TASK DETAILS: Output all the records word for word. Drop the pictures.

Dataset entries

========

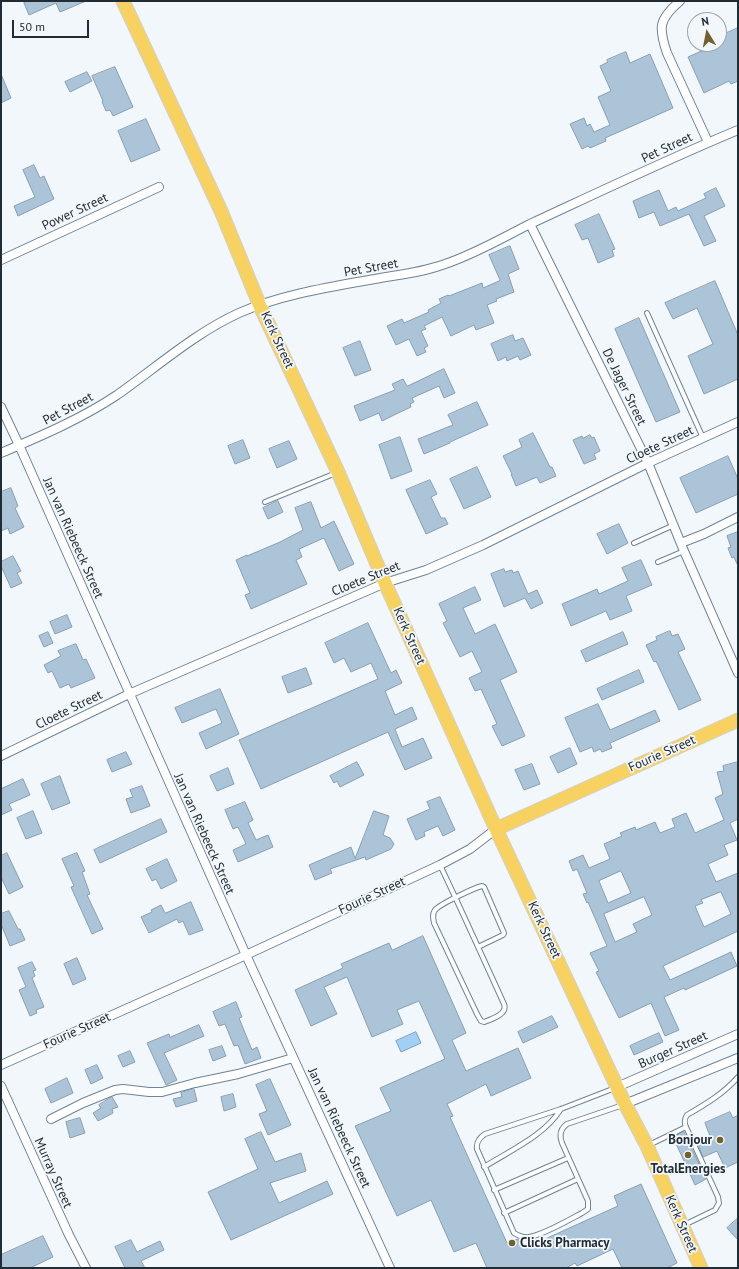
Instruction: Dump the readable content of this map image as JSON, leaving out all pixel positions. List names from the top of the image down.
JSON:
{
  "streets": {
    "highway": ["Kerk Street", "Fourie Street"],
    "street": [
      "Pet Street",
      "Power Street",
      "De Jager Street",
      "Cloete Street",
      "Jan van Riebeeck Street",
      "Burger Street",
      "Murray Street"
    ]
  },
  "crossings": [
    ["Pet Street", "Kerk Street"],
    ["Pet Street", "De Jager Street"],
    ["Pet Street", "Jan van Riebeeck Street"],
    ["Kerk Street", "Cloete Street"],
    ["Kerk Street", "Fourie Street"],
    ["Kerk Street", "Burger Street"],
    ["De Jager Street", "Cloete Street"],
    ["Cloete Street", "Jan van Riebeeck Street"],
    ["Jan van Riebeeck Street", "Fourie Street"]
  ],
  "places": ["Bonjour", "TotalEnergies", "Clicks Pharmacy"],
  "scale_bar": "50 m",
  "north": "top"
}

========

WRITTEN ANSWER:
Instruction: Dump the readable content of this map image as JSON, leaving out all pixel positions. List names from the top of the image down.
JSON:
{
  "streets": {
    "highway": ["Kerk Street", "Fourie Street"],
    "street": [
      "Pet Street",
      "Power Street",
      "De Jager Street",
      "Cloete Street",
      "Jan van Riebeeck Street",
      "Burger Street",
      "Murray Street"
    ]
  },
  "crossings": [
    ["Pet Street", "Kerk Street"],
    ["Pet Street", "De Jager Street"],
    ["Pet Street", "Jan van Riebeeck Street"],
    ["Kerk Street", "Cloete Street"],
    ["Kerk Street", "Fourie Street"],
    ["Kerk Street", "Burger Street"],
    ["De Jager Street", "Cloete Street"],
    ["Cloete Street", "Jan van Riebeeck Street"],
    ["Jan van Riebeeck Street", "Fourie Street"]
  ],
  "places": ["Bonjour", "TotalEnergies", "Clicks Pharmacy"],
  "scale_bar": "50 m",
  "north": "top"
}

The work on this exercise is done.